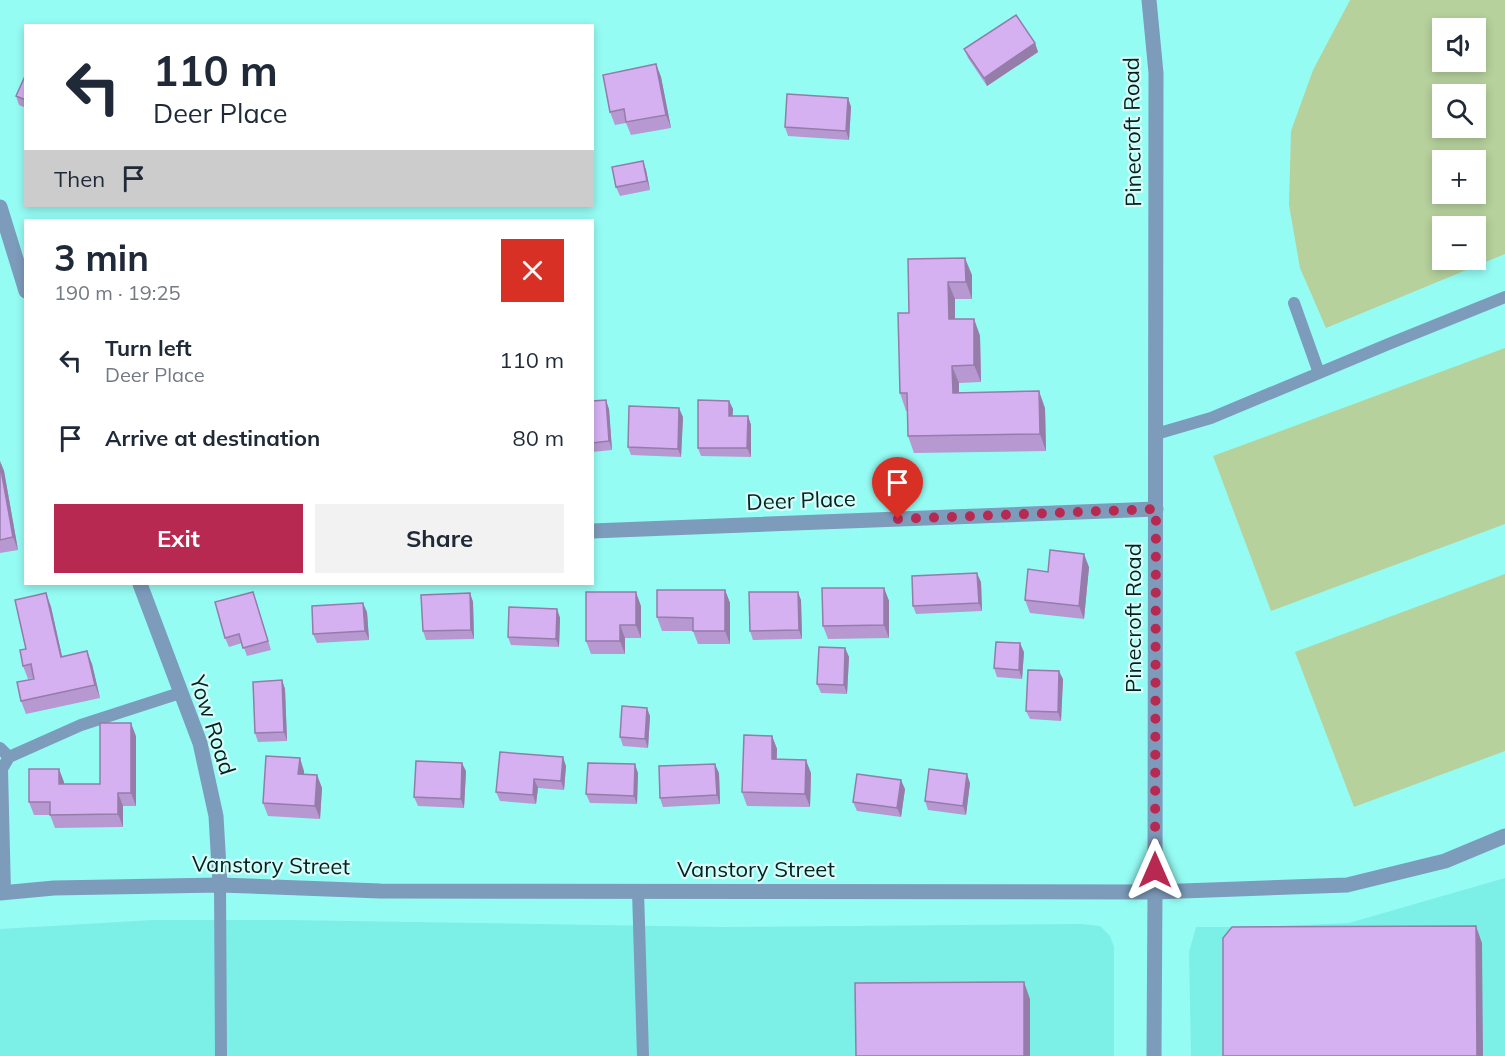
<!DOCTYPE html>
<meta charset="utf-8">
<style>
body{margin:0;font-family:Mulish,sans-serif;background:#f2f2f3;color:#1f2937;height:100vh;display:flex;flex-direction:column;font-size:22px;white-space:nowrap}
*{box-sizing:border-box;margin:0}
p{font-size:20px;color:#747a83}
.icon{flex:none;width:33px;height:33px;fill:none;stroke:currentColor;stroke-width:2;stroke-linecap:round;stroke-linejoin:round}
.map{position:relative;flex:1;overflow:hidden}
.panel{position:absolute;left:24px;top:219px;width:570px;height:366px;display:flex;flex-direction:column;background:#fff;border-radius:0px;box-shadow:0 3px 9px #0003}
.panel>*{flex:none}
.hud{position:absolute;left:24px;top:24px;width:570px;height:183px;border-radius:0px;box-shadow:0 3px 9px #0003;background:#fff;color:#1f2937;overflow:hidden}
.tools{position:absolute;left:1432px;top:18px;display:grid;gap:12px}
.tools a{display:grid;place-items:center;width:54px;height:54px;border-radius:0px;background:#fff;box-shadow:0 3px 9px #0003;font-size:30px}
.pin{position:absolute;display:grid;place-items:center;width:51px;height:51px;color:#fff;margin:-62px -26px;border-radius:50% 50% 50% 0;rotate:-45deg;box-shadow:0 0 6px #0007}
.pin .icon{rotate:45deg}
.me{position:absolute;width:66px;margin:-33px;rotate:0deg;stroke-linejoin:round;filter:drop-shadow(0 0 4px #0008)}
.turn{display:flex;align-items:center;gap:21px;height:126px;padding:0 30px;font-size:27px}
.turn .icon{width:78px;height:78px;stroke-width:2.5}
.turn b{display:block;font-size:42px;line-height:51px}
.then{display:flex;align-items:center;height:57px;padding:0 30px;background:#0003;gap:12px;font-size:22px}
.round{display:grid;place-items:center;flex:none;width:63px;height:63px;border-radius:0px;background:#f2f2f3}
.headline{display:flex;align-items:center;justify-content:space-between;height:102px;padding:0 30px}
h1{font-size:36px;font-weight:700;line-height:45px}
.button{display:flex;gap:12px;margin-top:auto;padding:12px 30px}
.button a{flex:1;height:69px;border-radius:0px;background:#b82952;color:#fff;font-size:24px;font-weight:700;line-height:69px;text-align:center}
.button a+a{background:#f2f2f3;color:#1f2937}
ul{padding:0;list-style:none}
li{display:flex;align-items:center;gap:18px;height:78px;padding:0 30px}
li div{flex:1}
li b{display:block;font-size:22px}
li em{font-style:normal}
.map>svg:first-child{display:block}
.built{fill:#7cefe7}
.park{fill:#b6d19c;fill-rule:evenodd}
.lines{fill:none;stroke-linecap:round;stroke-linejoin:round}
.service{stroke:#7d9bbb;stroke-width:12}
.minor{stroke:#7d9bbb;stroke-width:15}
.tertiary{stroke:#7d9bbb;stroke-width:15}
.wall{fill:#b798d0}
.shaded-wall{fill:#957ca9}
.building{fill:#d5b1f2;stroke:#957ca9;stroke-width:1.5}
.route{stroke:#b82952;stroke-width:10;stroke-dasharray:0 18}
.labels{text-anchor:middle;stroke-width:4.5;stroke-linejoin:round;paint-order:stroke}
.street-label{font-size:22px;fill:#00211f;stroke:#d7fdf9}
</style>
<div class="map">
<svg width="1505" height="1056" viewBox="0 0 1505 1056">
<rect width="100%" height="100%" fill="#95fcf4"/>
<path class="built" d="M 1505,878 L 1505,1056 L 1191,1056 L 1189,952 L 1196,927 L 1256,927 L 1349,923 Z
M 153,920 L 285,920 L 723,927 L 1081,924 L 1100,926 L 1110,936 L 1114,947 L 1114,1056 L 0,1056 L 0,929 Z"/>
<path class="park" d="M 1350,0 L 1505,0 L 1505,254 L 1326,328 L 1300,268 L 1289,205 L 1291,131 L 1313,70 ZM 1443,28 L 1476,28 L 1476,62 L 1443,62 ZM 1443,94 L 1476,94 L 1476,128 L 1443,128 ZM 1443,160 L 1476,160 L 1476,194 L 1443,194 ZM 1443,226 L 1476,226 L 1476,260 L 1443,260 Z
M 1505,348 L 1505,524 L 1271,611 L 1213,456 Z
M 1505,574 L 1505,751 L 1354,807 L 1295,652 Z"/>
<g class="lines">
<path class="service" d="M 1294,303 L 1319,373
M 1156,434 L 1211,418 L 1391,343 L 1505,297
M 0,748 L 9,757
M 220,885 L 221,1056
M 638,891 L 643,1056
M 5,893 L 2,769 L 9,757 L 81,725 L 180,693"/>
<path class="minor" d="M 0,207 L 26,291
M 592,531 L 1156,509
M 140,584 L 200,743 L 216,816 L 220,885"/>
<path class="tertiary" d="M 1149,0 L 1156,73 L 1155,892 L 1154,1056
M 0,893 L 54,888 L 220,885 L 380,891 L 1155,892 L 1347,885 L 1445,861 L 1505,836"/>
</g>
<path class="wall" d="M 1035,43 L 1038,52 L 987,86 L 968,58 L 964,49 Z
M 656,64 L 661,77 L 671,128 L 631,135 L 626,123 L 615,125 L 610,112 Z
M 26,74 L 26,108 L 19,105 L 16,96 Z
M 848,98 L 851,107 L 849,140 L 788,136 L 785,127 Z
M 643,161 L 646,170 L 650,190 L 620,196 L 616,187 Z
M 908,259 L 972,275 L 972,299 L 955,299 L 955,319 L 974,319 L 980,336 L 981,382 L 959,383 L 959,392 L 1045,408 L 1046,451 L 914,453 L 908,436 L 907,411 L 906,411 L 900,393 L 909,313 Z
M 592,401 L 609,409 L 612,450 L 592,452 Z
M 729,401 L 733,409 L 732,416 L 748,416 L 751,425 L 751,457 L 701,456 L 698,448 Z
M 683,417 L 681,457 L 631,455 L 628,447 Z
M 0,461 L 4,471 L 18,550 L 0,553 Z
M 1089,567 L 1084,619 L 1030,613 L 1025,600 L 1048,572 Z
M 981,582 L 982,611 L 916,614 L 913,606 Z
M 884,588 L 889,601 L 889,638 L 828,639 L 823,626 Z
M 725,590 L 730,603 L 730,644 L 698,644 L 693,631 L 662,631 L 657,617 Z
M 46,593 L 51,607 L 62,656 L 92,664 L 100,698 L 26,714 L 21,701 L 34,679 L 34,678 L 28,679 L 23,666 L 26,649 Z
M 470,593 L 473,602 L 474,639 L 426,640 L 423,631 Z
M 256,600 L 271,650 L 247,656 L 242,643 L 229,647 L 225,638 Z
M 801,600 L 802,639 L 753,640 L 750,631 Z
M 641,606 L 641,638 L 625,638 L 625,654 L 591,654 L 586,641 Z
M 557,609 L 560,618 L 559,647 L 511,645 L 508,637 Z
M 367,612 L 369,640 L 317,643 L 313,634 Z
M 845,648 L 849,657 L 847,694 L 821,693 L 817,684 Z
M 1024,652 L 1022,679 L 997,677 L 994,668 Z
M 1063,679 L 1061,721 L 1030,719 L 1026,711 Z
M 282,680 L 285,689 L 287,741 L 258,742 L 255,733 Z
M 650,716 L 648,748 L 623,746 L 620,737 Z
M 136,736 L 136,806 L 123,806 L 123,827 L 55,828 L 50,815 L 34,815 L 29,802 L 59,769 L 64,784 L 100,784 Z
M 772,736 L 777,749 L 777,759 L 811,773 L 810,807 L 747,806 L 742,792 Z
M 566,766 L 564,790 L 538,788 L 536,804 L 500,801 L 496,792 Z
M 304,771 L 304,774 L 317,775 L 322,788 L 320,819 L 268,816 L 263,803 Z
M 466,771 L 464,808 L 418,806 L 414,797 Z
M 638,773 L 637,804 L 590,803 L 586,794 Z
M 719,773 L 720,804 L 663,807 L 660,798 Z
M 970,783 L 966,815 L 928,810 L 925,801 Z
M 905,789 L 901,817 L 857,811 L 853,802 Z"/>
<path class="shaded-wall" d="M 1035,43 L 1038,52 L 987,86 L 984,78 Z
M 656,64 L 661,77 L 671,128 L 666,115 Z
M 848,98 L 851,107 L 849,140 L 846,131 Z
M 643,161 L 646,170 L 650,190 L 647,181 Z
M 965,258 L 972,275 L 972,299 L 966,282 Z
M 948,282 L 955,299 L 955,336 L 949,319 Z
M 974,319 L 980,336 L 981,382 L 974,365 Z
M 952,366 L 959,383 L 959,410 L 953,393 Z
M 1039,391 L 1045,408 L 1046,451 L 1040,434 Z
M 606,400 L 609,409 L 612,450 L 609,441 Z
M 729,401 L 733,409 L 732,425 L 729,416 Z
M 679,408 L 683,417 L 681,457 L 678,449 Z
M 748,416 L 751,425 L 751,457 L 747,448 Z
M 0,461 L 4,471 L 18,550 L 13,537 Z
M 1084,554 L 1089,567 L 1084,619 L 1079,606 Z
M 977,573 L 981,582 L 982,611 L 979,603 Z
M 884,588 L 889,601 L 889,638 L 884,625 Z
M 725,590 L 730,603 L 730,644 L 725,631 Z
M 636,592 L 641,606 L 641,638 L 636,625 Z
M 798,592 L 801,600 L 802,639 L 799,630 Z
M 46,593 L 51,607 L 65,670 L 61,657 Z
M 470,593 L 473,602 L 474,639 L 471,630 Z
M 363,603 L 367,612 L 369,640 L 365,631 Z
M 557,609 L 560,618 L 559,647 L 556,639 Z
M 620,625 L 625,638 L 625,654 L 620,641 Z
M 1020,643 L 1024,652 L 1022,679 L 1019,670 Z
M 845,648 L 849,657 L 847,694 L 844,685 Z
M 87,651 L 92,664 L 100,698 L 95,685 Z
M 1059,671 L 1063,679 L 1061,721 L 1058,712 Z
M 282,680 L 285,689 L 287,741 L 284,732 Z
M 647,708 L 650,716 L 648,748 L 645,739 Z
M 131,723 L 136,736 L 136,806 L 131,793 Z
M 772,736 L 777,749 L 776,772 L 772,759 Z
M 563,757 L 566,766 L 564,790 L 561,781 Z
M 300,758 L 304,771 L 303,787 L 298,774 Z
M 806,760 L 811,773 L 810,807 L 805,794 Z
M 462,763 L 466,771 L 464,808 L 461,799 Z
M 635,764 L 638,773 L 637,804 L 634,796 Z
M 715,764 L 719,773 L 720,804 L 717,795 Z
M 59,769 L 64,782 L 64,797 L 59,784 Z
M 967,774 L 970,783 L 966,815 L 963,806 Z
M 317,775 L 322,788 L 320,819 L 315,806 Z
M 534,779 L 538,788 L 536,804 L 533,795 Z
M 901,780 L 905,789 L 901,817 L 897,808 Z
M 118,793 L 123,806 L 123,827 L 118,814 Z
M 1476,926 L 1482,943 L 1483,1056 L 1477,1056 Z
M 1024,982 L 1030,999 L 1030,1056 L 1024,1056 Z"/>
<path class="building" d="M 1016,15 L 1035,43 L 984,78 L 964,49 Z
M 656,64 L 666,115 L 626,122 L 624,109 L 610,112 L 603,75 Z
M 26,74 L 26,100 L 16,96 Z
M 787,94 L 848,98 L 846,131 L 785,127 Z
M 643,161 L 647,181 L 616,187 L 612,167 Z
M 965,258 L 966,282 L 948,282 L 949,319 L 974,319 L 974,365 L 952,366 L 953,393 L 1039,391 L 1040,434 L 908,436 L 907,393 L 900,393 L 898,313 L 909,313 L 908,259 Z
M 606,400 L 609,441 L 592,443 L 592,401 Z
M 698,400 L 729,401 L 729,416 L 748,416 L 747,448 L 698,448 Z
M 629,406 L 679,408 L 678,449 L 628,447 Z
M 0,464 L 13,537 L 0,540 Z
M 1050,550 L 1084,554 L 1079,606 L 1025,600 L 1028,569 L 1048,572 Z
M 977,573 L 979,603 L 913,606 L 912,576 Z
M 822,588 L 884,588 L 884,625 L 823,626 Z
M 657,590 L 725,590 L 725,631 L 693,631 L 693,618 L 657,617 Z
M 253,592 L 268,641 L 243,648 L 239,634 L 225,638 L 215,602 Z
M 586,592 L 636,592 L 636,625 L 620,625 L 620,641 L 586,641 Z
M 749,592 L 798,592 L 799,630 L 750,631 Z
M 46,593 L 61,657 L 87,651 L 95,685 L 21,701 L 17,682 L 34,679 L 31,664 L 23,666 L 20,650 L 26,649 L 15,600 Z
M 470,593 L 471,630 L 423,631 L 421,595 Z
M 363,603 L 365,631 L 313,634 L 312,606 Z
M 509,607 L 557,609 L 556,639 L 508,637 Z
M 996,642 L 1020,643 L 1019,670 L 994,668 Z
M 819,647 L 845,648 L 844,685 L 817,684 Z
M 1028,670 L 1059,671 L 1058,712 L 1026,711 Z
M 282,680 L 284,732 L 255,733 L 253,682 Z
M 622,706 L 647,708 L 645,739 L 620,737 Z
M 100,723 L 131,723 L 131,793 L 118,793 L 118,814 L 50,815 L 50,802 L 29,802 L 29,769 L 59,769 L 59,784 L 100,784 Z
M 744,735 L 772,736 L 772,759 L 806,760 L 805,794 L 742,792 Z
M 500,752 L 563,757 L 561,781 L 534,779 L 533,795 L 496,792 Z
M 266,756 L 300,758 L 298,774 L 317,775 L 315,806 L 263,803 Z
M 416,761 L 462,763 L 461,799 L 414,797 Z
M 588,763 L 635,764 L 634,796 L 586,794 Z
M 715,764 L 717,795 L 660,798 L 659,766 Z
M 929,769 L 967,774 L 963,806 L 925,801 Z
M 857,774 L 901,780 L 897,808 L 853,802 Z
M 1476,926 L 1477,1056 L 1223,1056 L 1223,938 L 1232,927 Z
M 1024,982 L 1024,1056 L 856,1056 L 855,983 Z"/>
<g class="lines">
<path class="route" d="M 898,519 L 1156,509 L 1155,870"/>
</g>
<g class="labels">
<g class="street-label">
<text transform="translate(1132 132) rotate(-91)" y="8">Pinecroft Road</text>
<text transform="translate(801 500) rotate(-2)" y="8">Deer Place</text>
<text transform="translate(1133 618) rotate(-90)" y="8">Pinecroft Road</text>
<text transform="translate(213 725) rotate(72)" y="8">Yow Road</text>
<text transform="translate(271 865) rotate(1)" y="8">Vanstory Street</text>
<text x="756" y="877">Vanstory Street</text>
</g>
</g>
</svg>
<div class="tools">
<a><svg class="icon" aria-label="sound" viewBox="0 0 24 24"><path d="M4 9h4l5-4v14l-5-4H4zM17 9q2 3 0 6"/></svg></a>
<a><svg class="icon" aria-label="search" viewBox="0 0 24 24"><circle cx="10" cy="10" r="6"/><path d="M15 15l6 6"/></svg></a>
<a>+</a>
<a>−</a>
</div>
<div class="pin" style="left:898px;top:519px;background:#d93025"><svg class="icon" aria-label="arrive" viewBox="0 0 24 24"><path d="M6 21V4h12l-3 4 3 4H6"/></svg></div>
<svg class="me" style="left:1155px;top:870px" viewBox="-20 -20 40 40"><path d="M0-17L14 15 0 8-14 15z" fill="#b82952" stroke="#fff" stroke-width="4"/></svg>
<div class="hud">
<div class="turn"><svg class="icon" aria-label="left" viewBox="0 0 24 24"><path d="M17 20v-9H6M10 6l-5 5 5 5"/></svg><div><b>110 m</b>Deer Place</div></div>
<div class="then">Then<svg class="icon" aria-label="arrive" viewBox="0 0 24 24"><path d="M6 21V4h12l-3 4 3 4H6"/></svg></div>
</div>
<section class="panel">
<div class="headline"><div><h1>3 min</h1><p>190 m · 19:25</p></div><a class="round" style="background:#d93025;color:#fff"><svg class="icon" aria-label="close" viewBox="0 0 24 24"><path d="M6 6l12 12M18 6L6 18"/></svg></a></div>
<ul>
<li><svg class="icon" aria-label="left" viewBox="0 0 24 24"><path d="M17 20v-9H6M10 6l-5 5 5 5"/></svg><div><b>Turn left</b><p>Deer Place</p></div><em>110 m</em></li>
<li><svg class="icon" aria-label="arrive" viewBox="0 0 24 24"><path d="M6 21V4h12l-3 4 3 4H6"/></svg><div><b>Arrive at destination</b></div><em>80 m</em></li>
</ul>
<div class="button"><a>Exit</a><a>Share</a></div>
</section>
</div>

○ ○ ○ ○ ○

=== Directions ===
Which lines above contain the word "tools"? Show each of them.

=== Result of the task ===
.tools{position:absolute;left:1432px;top:18px;display:grid;gap:12px}
.tools a{display:grid;place-items:center;width:54px;height:54px;border-radius:0px;background:#fff;box-shadow:0 3px 9px #0003;font-size:30px}
<div class="tools">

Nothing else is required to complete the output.